Depending on the current direction only two LEDs will light up, one on each side. Then you play wit the two leads to make sure you train is going in the green lit direction (facing the engineer). 










The LED positive side is the long lead.
Round LEDs have a flat side at the base , this indicates the negative/short, lead
The tower will be homemade with a 1/2 inch PVC pipe for height and 5/8th for the top. Not exactly a scale model but it will work.


----------



## T-Man

*Directional Light*

A made a tower for the Directional Light . I previously had added something similiar to an HO structure with 3 mm LEDs. These are 5mm . This track does have DC power. I used water caps for the light housing. I didn't need any glue to hold them on.










A 5/8 butterfy bit made a perfect fit into the wood for the PVC.
SO a three dollar LED assortment. A 470 ohm resistor, wire 22 gage, and scrape pvc/wood.
Another angle.


----------



## T-Man

*Power Supply*

Gee, I guess I take my time. I started this in February and am almost finished. I did redo my train table. Anyway I soldered the diodes in the track and tested fine. I used a larger 3 amp capacity ( 1N5400 Radio Shack 276-1141)since the motor may draw 2 amps. The track is rusty but have been cleaning and using it to get the stall points out.

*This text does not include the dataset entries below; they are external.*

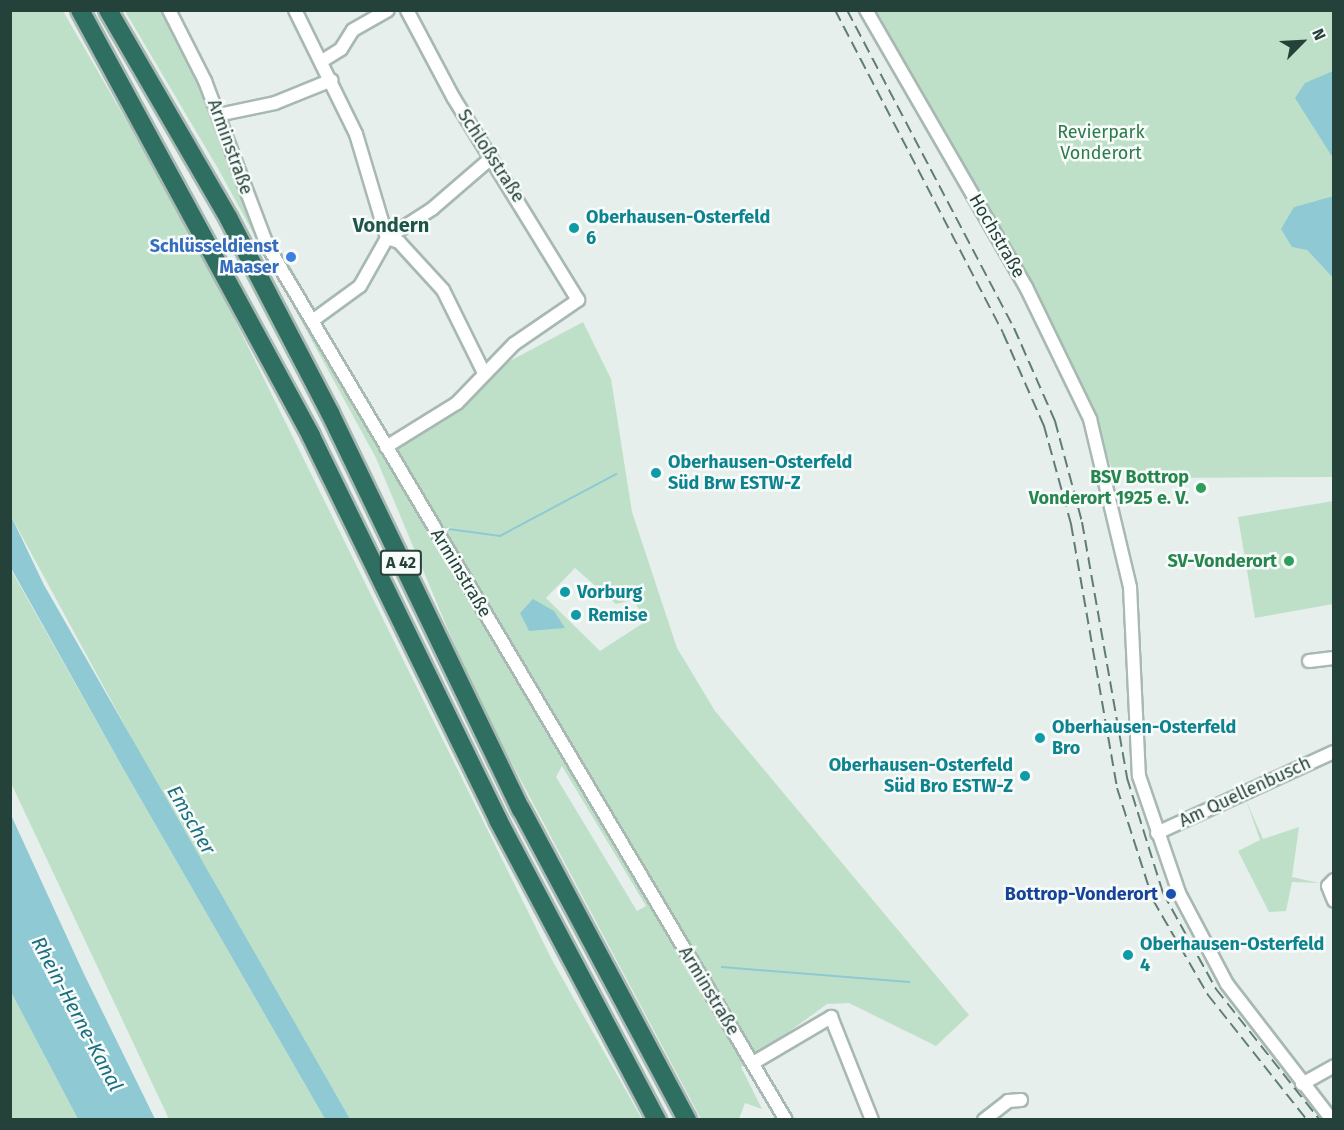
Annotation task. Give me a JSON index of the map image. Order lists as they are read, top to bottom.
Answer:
{
  "streets": {
    "highway": ["A 42"],
    "street": [
      "Arminstraße",
      "Schloßstraße",
      "Hochstraße",
      "Am Quellenbusch"
    ]
  },
  "crossings": [
    ["Hochstraße", "Am Quellenbusch"]
  ],
  "districts": ["Vondern"],
  "water": ["Emscher", "Rhein-Herne-Kanal"],
  "parks": ["Revierpark Vonderort"],
  "places": [
    "Oberhausen-Osterfeld 6",
    "Schlüsseldienst Maaser",
    "Oberhausen-Osterfeld Süd Brw ESTW-Z",
    "BSV Bottrop Vonderort 1925 e. V.",
    "SV-Vonderort",
    "Vorburg",
    "Remise",
    "Oberhausen-Osterfeld Bro",
    "Oberhausen-Osterfeld Süd Bro ESTW-Z",
    "Bottrop-Vonderort",
    "Oberhausen-Osterfeld 4"
  ],
  "north": "top right"
}
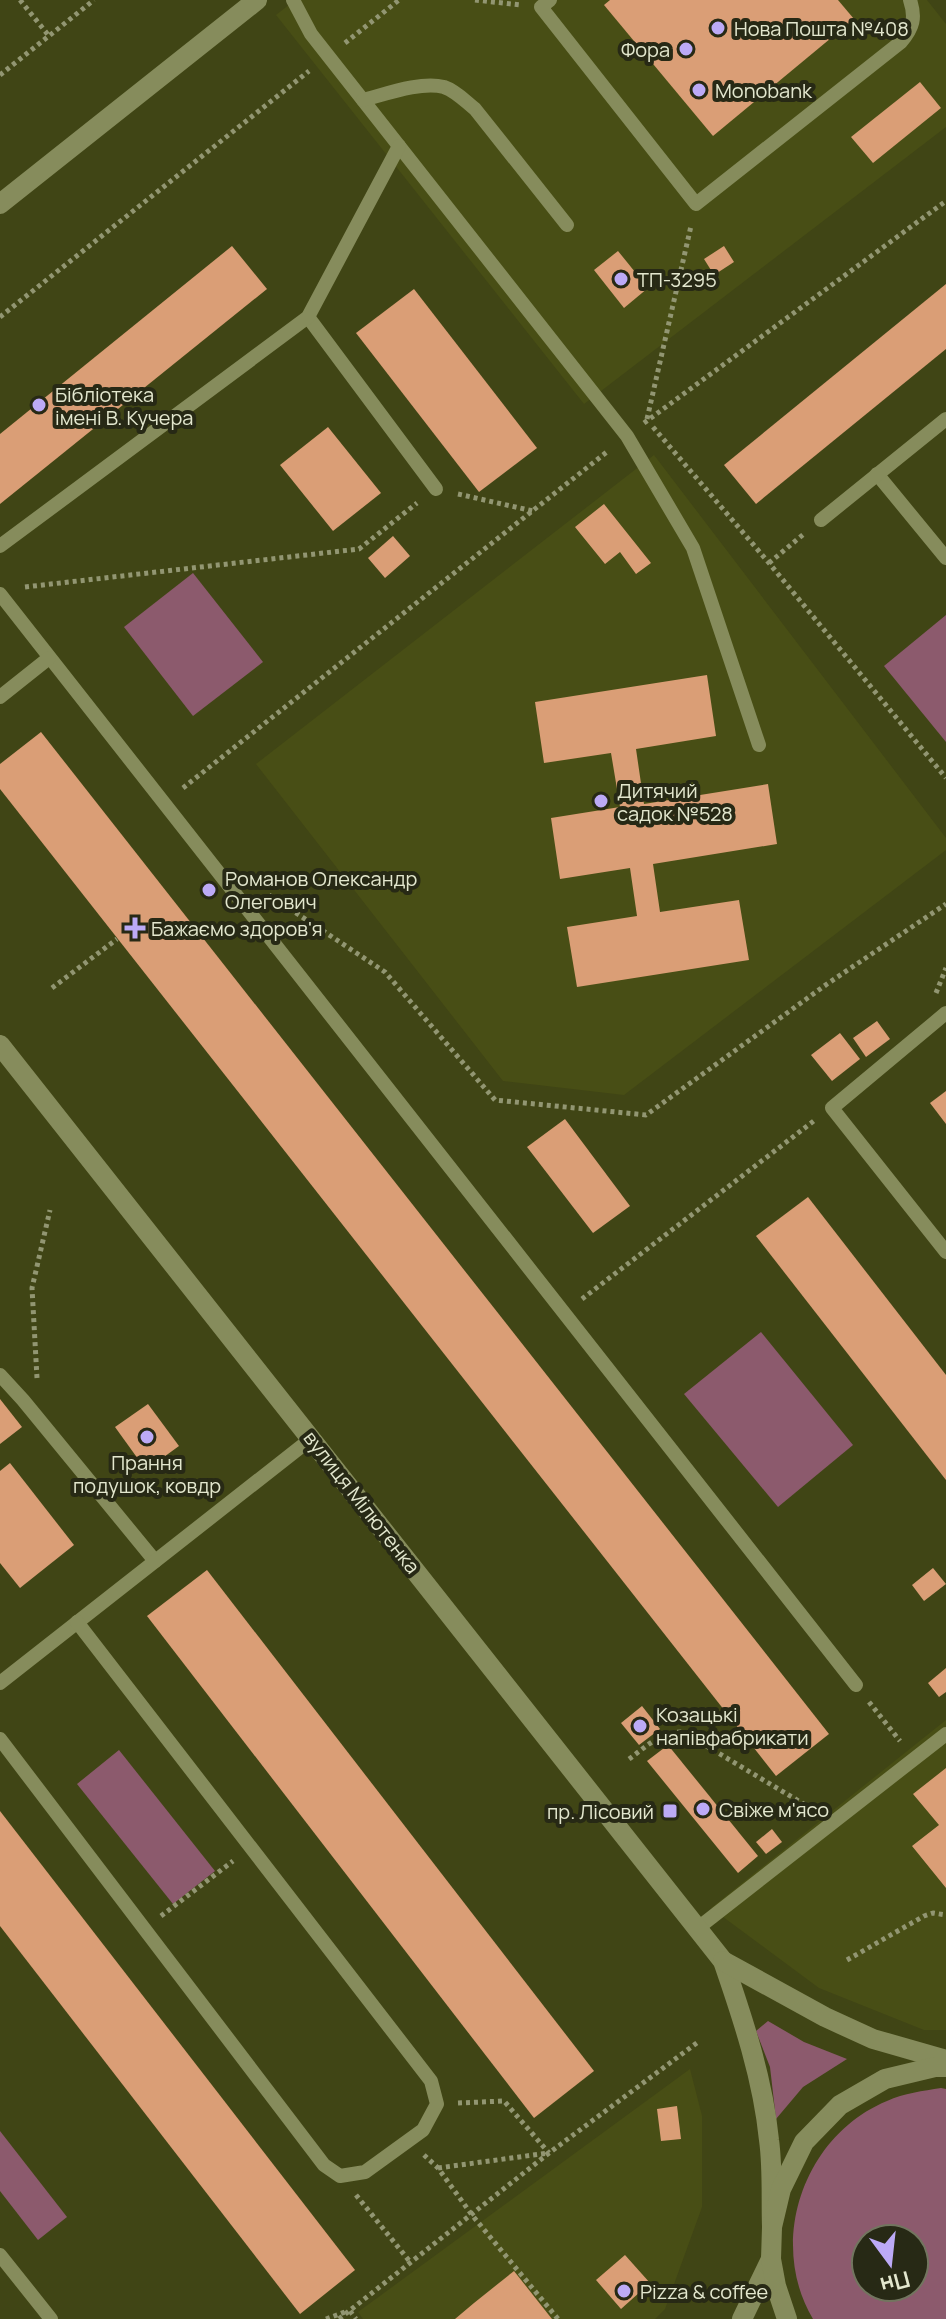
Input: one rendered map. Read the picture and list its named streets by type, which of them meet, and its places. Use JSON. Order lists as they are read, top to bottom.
{
  "streets": {
    "street": ["вулиця Мілютенка"]
  },
  "places": {
    "other": [
      "Нова Пошта №408",
      "Фора",
      "Monobank",
      "ТП-3295",
      "Бібліотека імені В. Кучера",
      "Дитячий садок №528",
      "Романов Олександр Олегович",
      "Прання подушок, ковдр",
      "Козацькі напівфабрикати",
      "Свіже м'ясо",
      "Pizza & coffee"
    ],
    "health": ["Бажаємо здоров'я"],
    "transit": ["пр. Лісовий"]
  },
  "north": "bottom"
}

The timer now has some block terminals I got from ebay. My brother gave me an idea to use a Brick. A brick is one of those techno terms for the black power supply we use so often.I find them at yard sales for a dollar. I couldn't build them that cheep. 

The selection was tricky I tested a 12 and 9 volt DC power supply. With a meter I got 17 and 14 volts from them The 9 volt tested fine and worked the relay. I just had to make sure I conected the positive side correctly to the timer. It has 480 milliamp output. Next test is install and test run.









I guess I don't need weathering on the track.


----------



## T-Man

*Success!*

It Lives! It survived a test run. I got some video clips. The Simple Circuit has been an adventure. I wil post when I can get the editting done.
To recap I have A DC Lionel Locomotive on an L shapped track. At each end I have a diode to stop the incoming engine. I have an tower to tell me the direction and all is working. I have a board powered by a brick. And a DC transformer fed into a relay on the timer board to reverse the current and have the engine go back and forth. The timng is 70 seconds one direction and 30 seconds to reverse. Due to the corrosion on the track I had the speed up to prevent stalling. Remember the transformer shuts down the engine but the electroncs will work as long as the brick is plugged in. A s witch may be in order here.


----------



## T-Man

*House Cleaning*

These pictures show my first two attempts at the reverse circuit. It was actually the third try that made the video. Recently, I redid this thread to improve the explaination. 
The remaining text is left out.